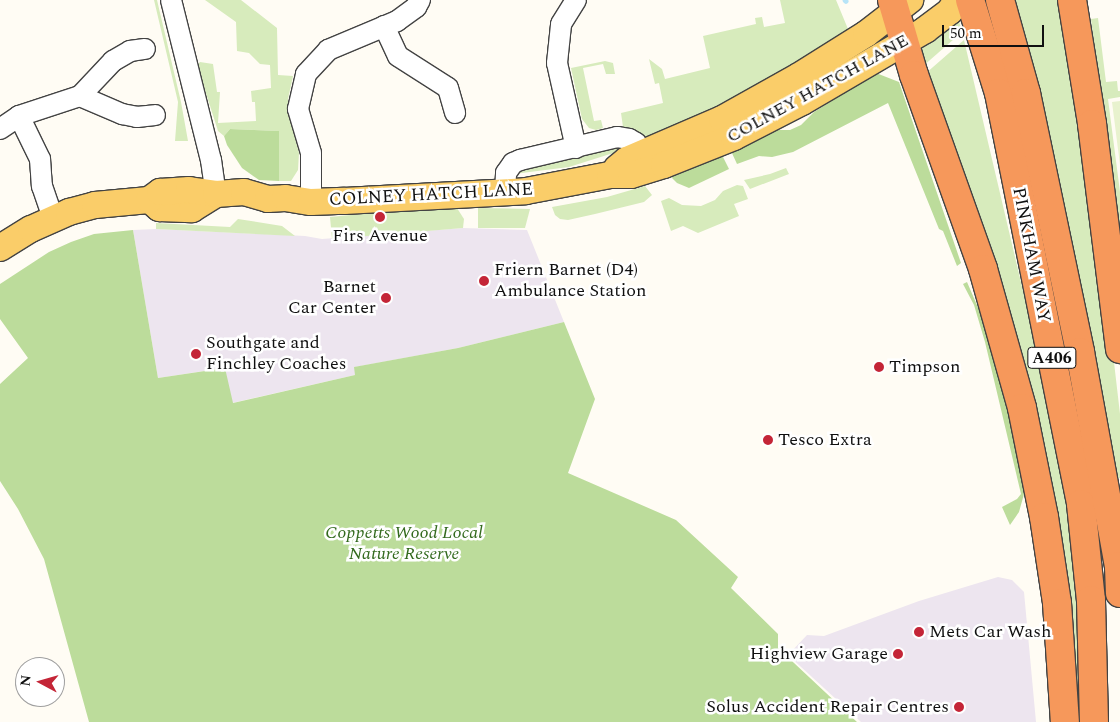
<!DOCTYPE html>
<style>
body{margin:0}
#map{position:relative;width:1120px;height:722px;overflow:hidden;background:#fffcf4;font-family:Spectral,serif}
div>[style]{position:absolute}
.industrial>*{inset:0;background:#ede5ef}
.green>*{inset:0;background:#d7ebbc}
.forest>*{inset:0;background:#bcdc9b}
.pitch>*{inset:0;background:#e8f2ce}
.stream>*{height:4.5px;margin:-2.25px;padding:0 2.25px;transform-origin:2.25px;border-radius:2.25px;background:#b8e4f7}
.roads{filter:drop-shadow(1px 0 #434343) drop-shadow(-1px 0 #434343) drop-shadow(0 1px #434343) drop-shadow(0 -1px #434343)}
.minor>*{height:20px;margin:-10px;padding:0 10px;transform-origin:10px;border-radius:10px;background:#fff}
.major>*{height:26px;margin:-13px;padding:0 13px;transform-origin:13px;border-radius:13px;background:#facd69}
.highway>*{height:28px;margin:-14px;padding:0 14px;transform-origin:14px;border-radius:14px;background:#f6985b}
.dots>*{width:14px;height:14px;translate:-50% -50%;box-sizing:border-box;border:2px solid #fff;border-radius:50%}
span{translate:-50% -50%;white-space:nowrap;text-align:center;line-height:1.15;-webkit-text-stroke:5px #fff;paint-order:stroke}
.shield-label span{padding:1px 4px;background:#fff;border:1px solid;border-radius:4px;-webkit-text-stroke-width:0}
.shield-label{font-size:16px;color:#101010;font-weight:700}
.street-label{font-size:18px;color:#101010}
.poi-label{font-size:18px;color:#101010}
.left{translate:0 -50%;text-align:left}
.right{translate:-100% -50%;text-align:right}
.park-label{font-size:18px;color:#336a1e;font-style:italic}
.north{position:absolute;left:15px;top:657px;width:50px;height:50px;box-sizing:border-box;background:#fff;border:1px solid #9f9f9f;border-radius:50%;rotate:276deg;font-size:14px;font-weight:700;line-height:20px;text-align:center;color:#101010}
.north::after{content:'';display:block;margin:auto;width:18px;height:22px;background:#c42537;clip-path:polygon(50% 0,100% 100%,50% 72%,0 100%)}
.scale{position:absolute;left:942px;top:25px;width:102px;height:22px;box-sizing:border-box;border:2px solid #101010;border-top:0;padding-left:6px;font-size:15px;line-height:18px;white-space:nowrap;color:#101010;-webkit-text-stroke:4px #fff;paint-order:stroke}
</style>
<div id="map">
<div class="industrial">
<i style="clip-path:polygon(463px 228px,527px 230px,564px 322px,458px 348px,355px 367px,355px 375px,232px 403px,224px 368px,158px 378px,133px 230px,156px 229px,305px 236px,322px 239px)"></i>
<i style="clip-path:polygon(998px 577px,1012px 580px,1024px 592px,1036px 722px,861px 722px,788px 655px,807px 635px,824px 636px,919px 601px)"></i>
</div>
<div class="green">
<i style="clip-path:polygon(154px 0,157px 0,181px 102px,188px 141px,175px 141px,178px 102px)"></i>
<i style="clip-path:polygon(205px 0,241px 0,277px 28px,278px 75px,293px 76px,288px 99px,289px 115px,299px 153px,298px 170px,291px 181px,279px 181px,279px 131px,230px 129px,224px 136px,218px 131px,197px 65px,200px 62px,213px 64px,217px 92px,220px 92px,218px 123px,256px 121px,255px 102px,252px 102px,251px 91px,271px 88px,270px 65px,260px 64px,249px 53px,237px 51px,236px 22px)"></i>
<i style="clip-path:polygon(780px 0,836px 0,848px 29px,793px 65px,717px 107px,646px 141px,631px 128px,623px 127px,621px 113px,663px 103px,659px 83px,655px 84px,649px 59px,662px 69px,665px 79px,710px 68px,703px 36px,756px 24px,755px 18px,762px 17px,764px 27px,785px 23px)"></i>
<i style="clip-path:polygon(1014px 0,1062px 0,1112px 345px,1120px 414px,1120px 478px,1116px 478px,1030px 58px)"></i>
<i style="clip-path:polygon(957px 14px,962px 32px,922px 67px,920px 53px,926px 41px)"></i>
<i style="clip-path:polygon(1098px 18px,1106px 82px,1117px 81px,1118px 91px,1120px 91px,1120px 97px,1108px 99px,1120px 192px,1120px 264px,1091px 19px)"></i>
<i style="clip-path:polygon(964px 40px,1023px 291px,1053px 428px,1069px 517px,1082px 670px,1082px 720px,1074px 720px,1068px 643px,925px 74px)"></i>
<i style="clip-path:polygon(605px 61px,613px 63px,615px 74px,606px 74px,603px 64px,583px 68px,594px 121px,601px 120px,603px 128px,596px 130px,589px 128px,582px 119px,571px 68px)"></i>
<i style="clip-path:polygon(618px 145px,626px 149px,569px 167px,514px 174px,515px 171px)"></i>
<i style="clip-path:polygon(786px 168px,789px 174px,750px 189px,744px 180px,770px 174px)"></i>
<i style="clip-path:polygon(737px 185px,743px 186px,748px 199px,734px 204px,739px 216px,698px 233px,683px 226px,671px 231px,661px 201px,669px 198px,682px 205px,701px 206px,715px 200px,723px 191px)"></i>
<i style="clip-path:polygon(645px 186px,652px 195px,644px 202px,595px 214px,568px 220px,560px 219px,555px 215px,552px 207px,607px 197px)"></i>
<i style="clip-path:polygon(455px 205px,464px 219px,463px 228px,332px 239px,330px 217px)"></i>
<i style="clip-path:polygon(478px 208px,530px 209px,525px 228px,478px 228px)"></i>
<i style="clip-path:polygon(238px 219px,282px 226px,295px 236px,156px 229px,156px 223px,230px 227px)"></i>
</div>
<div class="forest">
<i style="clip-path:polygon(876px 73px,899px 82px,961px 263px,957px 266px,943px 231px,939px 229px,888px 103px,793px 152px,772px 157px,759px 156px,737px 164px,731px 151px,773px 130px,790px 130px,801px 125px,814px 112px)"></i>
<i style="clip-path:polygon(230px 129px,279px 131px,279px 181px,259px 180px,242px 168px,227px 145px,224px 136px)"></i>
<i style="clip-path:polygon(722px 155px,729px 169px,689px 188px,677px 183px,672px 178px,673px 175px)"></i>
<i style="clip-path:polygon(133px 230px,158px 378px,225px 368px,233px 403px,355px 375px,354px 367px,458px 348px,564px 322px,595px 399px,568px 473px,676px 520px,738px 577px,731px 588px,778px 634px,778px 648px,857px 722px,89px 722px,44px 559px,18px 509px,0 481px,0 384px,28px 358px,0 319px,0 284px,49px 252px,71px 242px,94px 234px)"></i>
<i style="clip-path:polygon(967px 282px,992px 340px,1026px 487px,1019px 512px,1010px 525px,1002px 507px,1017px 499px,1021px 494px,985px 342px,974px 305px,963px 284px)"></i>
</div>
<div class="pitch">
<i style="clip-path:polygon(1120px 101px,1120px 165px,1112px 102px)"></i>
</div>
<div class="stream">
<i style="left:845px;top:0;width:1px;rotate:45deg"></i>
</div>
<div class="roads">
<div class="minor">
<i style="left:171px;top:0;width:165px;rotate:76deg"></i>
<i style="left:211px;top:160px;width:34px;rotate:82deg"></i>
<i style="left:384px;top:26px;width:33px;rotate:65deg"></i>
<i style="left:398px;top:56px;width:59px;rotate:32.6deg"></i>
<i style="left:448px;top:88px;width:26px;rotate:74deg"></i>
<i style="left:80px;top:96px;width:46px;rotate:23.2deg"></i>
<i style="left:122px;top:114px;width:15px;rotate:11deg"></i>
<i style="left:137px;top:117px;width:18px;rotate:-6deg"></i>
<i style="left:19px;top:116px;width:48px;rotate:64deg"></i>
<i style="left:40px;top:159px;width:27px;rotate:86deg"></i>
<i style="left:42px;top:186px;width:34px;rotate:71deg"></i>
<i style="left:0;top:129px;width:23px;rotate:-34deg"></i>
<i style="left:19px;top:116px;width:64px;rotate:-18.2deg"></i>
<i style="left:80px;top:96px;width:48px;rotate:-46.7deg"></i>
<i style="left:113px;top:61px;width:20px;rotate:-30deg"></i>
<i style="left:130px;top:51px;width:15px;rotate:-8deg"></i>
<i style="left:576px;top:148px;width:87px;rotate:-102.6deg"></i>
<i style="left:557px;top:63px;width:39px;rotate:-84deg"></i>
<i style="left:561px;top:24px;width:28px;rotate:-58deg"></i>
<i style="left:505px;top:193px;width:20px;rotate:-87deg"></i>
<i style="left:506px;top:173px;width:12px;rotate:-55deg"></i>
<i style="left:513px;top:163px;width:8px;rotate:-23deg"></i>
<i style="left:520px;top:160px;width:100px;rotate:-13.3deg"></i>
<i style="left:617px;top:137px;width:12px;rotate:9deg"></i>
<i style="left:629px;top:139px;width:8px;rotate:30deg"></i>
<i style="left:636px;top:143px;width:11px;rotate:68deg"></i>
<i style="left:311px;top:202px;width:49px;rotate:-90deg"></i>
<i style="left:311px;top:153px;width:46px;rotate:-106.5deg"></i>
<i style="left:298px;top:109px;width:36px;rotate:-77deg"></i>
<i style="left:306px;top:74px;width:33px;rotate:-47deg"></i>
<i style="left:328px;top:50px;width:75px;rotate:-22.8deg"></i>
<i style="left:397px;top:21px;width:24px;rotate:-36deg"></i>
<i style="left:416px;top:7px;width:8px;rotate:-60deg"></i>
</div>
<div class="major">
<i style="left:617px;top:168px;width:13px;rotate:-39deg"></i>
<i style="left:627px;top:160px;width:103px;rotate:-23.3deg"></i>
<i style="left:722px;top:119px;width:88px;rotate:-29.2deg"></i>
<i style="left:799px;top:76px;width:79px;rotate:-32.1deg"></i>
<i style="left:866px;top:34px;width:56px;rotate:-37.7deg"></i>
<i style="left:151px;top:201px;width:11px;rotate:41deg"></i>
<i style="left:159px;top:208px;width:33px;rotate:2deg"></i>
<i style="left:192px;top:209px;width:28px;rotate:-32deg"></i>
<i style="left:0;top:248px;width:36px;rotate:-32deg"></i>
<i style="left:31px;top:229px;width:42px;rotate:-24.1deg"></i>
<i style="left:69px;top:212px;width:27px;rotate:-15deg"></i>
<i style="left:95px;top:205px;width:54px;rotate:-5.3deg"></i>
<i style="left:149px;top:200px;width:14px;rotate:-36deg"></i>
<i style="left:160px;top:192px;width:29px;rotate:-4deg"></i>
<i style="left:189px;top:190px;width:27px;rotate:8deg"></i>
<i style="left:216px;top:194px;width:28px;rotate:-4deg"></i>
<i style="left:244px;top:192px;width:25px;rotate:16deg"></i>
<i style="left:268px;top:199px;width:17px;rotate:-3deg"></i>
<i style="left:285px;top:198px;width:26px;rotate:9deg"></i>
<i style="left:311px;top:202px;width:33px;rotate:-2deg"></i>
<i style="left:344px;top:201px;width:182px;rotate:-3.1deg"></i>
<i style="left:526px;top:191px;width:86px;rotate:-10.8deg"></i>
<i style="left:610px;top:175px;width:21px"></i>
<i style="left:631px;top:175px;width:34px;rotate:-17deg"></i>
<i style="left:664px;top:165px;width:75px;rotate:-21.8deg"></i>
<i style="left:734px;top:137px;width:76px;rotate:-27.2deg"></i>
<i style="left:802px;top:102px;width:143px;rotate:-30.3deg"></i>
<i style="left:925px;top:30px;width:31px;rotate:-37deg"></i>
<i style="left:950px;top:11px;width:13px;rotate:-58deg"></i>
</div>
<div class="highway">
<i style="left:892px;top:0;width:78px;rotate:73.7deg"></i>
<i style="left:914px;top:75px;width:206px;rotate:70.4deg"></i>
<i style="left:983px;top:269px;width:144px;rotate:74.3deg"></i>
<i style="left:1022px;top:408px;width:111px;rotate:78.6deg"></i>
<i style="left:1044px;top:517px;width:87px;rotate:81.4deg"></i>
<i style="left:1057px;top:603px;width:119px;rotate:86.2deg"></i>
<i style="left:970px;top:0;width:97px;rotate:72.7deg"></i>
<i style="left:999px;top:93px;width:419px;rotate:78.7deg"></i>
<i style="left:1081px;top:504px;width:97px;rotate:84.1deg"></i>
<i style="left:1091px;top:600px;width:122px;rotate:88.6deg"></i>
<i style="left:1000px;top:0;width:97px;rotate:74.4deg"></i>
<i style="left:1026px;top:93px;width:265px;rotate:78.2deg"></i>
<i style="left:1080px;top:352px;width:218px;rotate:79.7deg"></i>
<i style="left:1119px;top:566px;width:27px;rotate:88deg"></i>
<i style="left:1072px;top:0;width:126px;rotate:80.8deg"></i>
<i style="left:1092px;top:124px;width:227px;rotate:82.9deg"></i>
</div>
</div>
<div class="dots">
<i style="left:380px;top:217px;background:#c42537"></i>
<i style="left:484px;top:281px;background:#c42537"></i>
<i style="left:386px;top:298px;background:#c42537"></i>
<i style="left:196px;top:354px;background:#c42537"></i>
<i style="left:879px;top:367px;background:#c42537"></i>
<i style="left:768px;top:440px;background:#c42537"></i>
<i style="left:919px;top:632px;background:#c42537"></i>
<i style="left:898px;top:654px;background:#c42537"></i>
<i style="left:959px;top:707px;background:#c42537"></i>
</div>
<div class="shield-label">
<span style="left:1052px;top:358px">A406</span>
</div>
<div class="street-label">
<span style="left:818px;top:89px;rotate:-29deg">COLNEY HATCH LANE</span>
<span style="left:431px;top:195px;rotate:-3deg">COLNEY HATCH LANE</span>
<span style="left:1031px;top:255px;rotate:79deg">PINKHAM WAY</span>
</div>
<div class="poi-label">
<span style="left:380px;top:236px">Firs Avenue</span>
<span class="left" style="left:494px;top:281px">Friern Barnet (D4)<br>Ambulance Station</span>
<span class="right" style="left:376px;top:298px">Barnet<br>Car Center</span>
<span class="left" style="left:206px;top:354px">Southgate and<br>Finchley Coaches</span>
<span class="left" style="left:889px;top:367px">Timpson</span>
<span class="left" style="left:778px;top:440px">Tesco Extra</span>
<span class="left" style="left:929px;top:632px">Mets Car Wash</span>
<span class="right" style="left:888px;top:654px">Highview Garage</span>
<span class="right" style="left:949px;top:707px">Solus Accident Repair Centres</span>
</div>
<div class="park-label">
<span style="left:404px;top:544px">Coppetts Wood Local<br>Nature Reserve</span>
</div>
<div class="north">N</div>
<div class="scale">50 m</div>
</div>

::::

Report how many lines of the data above hold the string "COLNEY". Nothing else belongs in the answer.

→ **Expected output**
2